### [Assignment]
Could you retype the entries below exactly, omitting every picture?

--- START ---

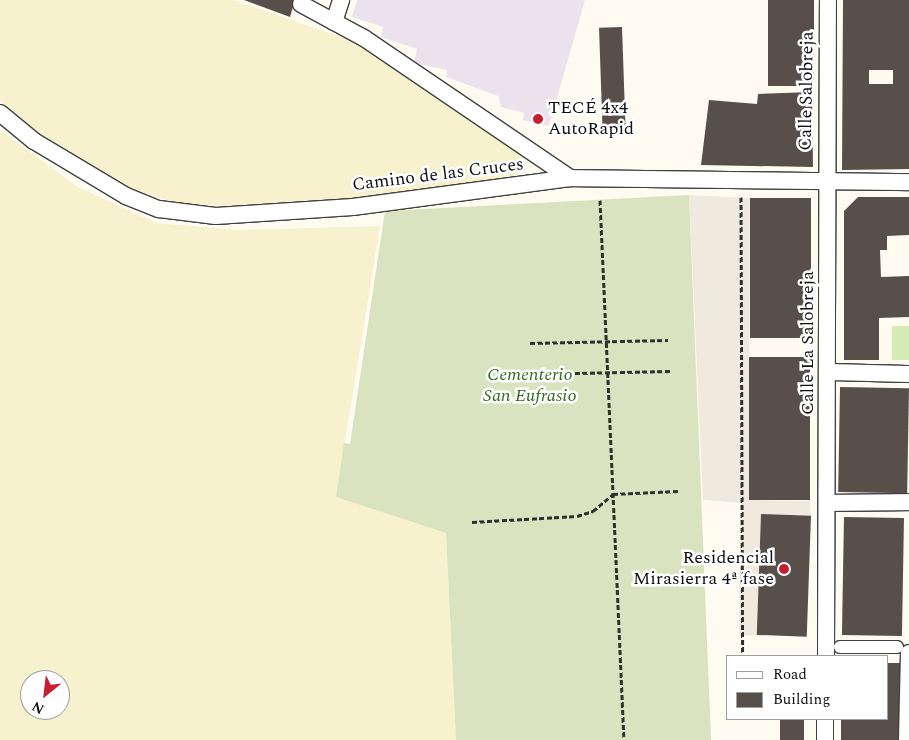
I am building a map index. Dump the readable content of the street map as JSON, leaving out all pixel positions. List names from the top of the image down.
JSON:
{
  "streets": {
    "street": ["Calle Salobreja", "Camino de las Cruces", "Calle La Salobreja"]
  },
  "crossings": [
    ["Calle Salobreja", "Camino de las Cruces"],
    ["Calle Salobreja", "Calle La Salobreja"],
    ["Camino de las Cruces", "Calle La Salobreja"]
  ],
  "parks": ["Cementerio San Eufrasio"],
  "places": ["TECÉ 4x4 AutoRapid", "Residencial Mirasierra 4ª fase"],
  "legend": ["Road", "Building"],
  "north": "bottom left"
}
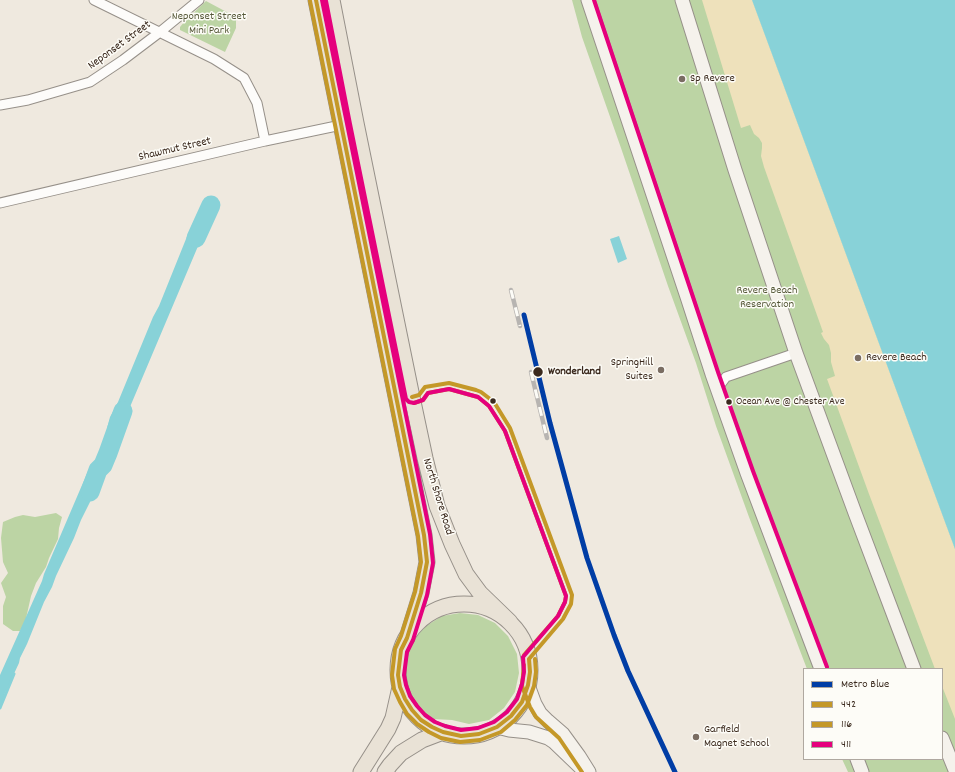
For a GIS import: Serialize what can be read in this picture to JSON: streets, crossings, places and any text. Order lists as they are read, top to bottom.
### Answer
{
  "streets": {
    "highway": ["North Shore Road"],
    "street": ["Neponset Street", "Shawmut Street"]
  },
  "crossings": [
    ["Shawmut Street", "North Shore Road"]
  ],
  "parks": ["Neponset Street Mini Park", "Revere Beach Reservation"],
  "places": [
    "Sp Revere",
    "Revere Beach",
    "SpringHill Suites",
    "Wonderland",
    "Ocean Ave @ Chester Ave",
    "Garfield Magnet School"
  ],
  "lines": [
    "transit line 442",
    "transit line 411",
    "transit line 116",
    "metro line Blue"
  ],
  "legend": [
    "Metro Blue",
    "442",
    "116",
    "411"
  ]
}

--- END ---

### [Worked solution]
I am building a map index. Dump the readable content of the street map as JSON, leaving out all pixel positions. List names from the top of the image down.
JSON:
{
  "streets": {
    "street": ["Calle Salobreja", "Camino de las Cruces", "Calle La Salobreja"]
  },
  "crossings": [
    ["Calle Salobreja", "Camino de las Cruces"],
    ["Calle Salobreja", "Calle La Salobreja"],
    ["Camino de las Cruces", "Calle La Salobreja"]
  ],
  "parks": ["Cementerio San Eufrasio"],
  "places": ["TECÉ 4x4 AutoRapid", "Residencial Mirasierra 4ª fase"],
  "legend": ["Road", "Building"],
  "north": "bottom left"
}
For a GIS import: Serialize what can be read in this picture to JSON: streets, crossings, places and any text. Order lists as they are read, top to bottom.
### Answer
{
  "streets": {
    "highway": ["North Shore Road"],
    "street": ["Neponset Street", "Shawmut Street"]
  },
  "crossings": [
    ["Shawmut Street", "North Shore Road"]
  ],
  "parks": ["Neponset Street Mini Park", "Revere Beach Reservation"],
  "places": [
    "Sp Revere",
    "Revere Beach",
    "SpringHill Suites",
    "Wonderland",
    "Ocean Ave @ Chester Ave",
    "Garfield Magnet School"
  ],
  "lines": [
    "transit line 442",
    "transit line 411",
    "transit line 116",
    "metro line Blue"
  ],
  "legend": [
    "Metro Blue",
    "442",
    "116",
    "411"
  ]
}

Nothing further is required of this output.